*** Data records ***
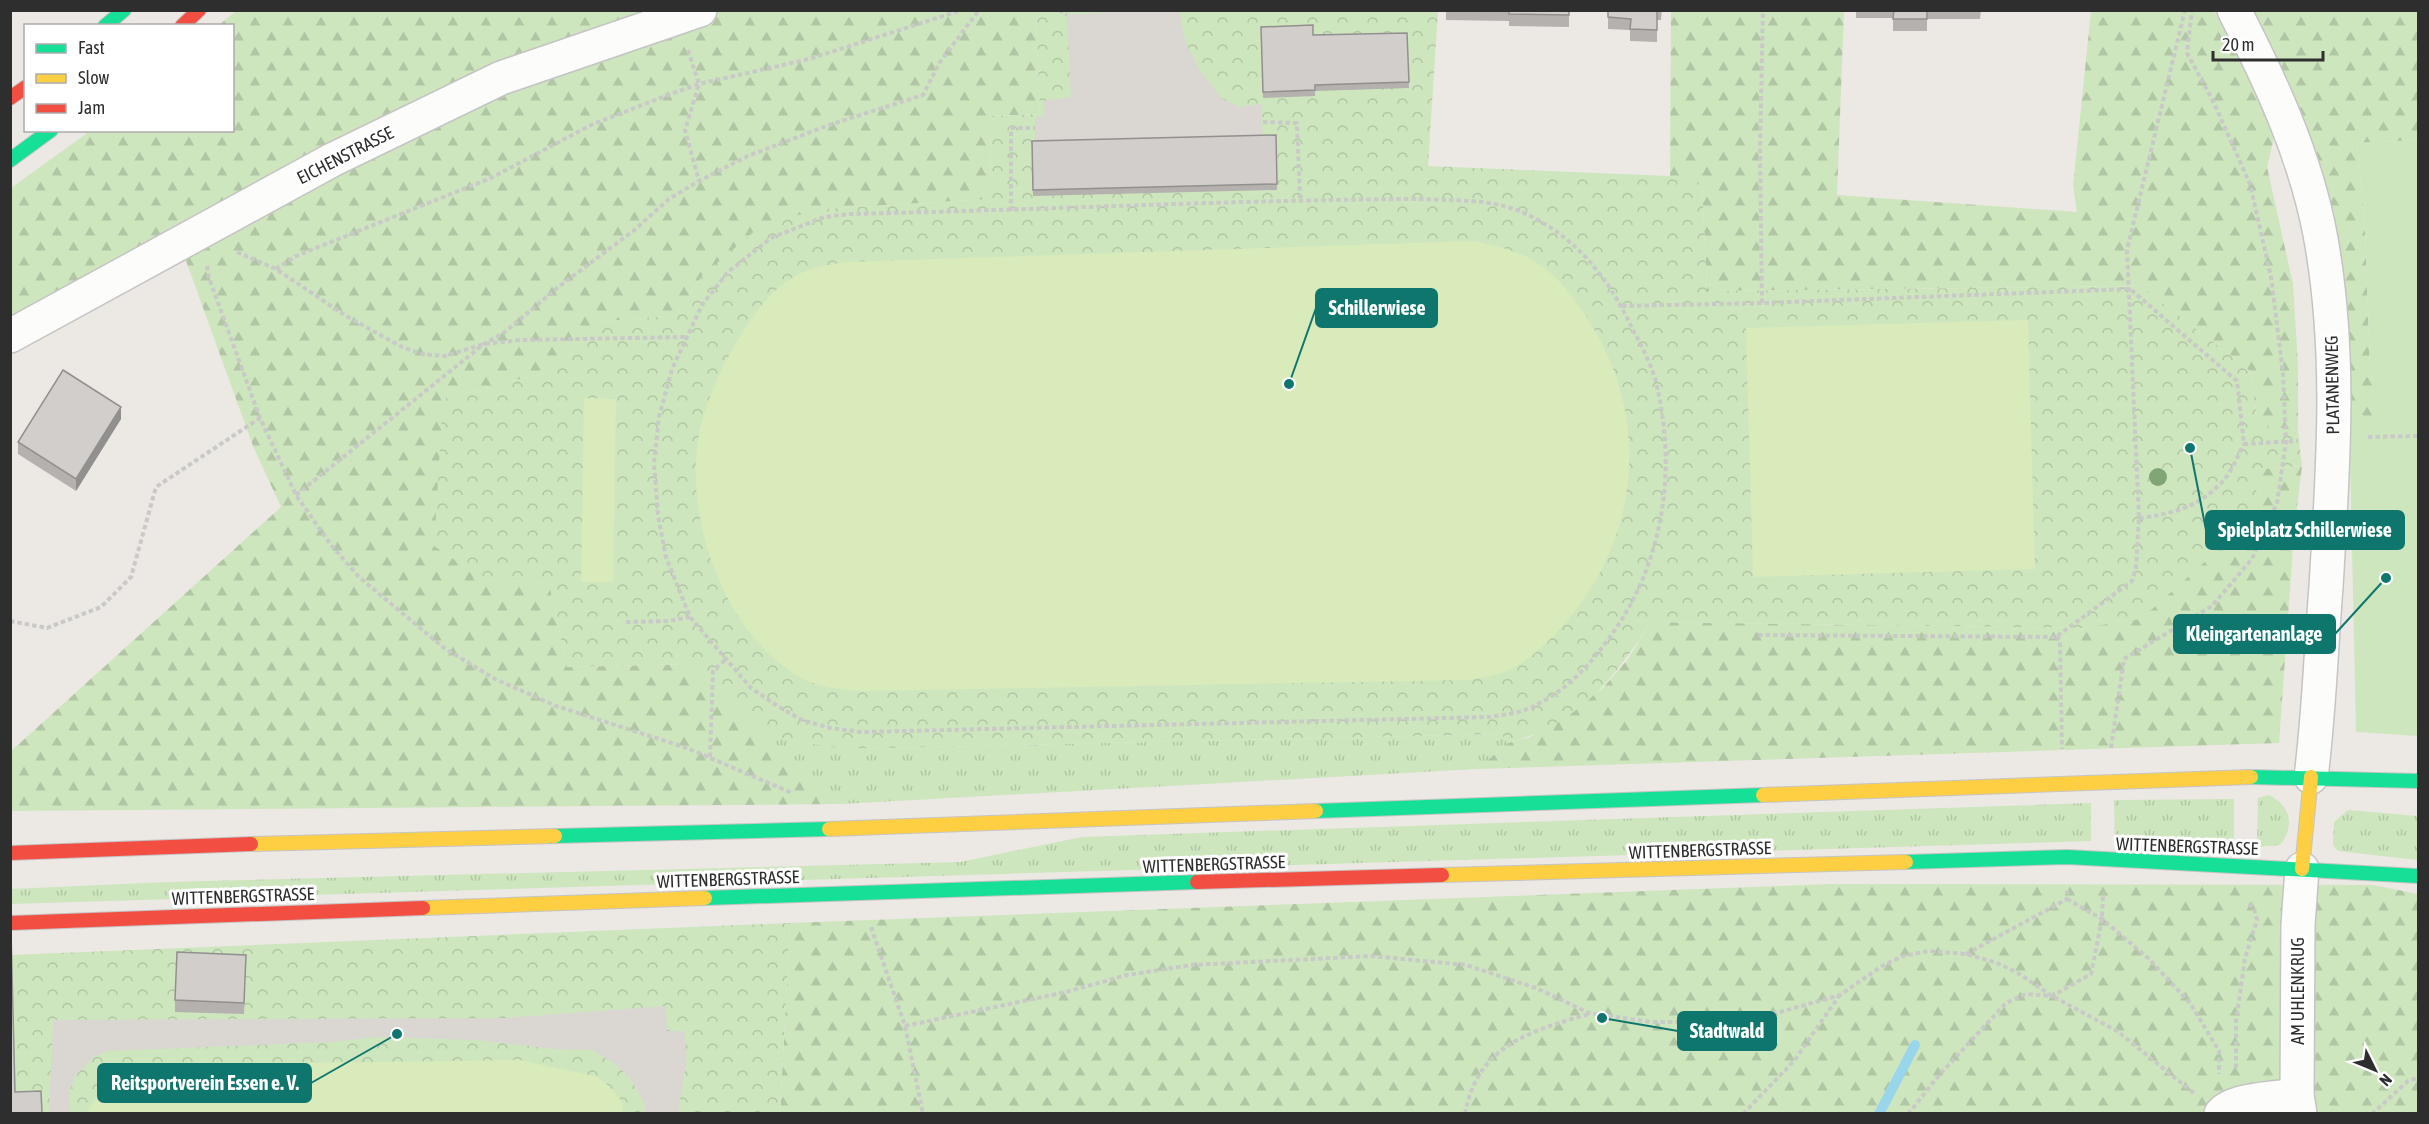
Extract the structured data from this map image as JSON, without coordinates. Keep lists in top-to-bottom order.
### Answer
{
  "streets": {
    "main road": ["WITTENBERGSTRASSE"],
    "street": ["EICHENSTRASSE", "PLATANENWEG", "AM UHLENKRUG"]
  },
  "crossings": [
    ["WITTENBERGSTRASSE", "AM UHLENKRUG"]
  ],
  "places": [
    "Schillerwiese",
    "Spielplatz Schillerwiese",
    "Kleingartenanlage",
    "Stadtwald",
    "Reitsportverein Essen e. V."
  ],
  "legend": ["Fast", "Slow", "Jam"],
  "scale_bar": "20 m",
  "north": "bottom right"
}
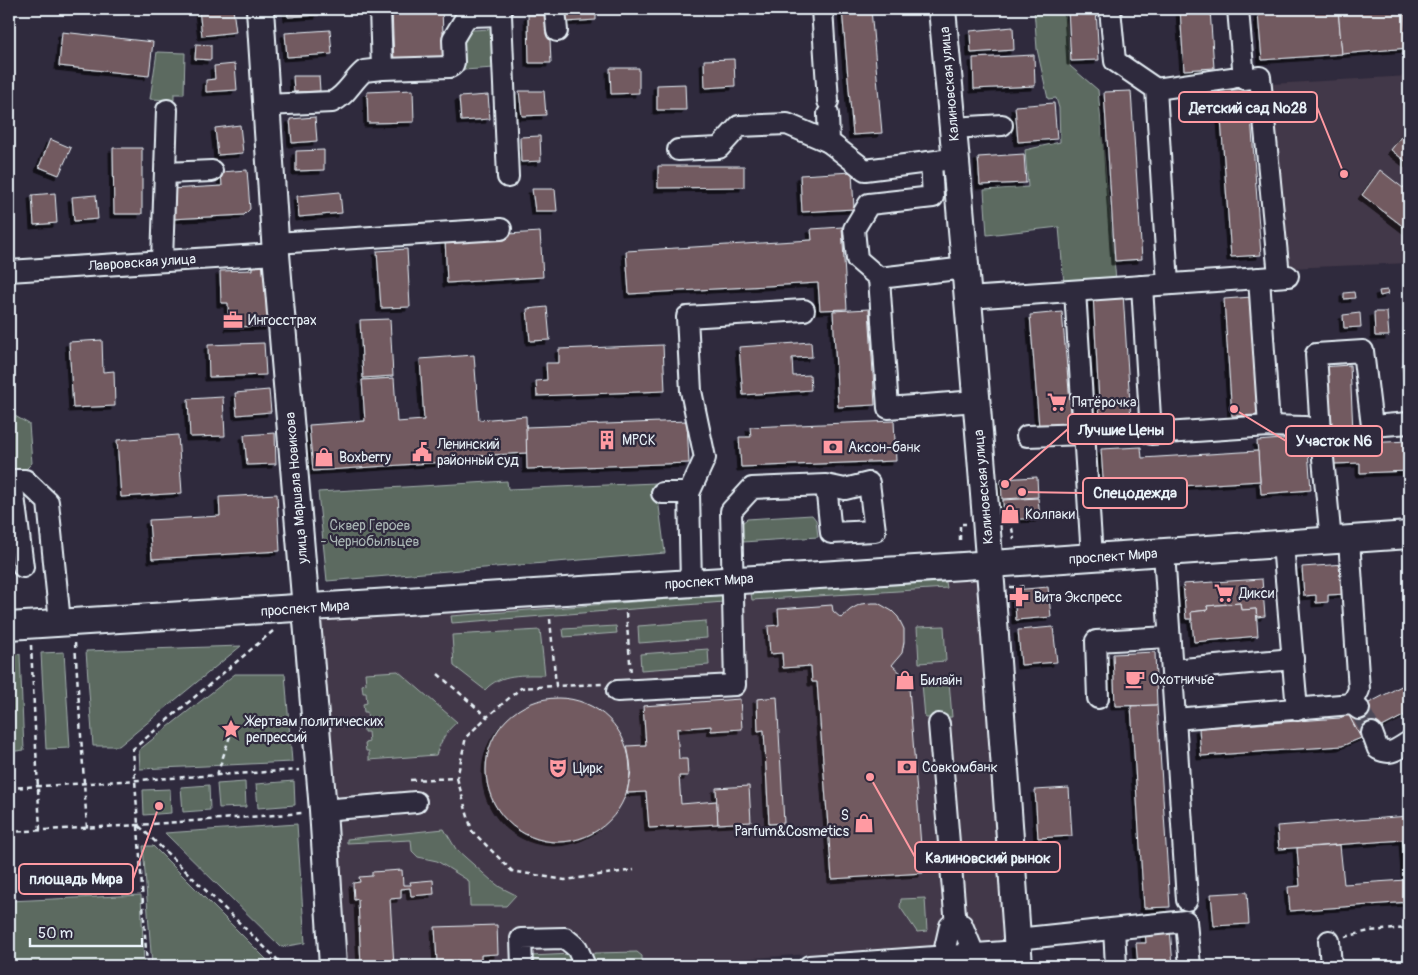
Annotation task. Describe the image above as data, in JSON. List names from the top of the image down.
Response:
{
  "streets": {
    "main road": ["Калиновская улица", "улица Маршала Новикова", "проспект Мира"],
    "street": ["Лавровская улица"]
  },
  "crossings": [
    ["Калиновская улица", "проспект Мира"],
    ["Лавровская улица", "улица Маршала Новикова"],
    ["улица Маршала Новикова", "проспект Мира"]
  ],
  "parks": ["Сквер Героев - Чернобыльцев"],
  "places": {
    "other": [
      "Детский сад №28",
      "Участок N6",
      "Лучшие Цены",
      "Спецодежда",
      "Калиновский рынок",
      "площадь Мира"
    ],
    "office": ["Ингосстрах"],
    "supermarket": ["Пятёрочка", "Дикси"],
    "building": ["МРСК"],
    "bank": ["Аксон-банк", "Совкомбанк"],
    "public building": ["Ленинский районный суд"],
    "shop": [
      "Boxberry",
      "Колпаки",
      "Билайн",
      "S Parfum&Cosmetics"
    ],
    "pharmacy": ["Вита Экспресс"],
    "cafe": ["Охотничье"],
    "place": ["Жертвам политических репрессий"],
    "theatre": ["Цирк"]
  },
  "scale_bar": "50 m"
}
***
Your answer must be the lines from the opening line of the entries through the line holding "Annotation task. Describe", written out exactly and without any picture.

Extract the structured data from this map image as JSON, without coordinates. Keep lists in top-to-bottom order.
### Answer
{
  "streets": {
    "main road": ["WITTENBERGSTRASSE"],
    "street": ["EICHENSTRASSE", "PLATANENWEG", "AM UHLENKRUG"]
  },
  "crossings": [
    ["WITTENBERGSTRASSE", "AM UHLENKRUG"]
  ],
  "places": [
    "Schillerwiese",
    "Spielplatz Schillerwiese",
    "Kleingartenanlage",
    "Stadtwald",
    "Reitsportverein Essen e. V."
  ],
  "legend": ["Fast", "Slow", "Jam"],
  "scale_bar": "20 m",
  "north": "bottom right"
}
Annotation task. Describe the image above as data, in JSON. List names from the top of the image down.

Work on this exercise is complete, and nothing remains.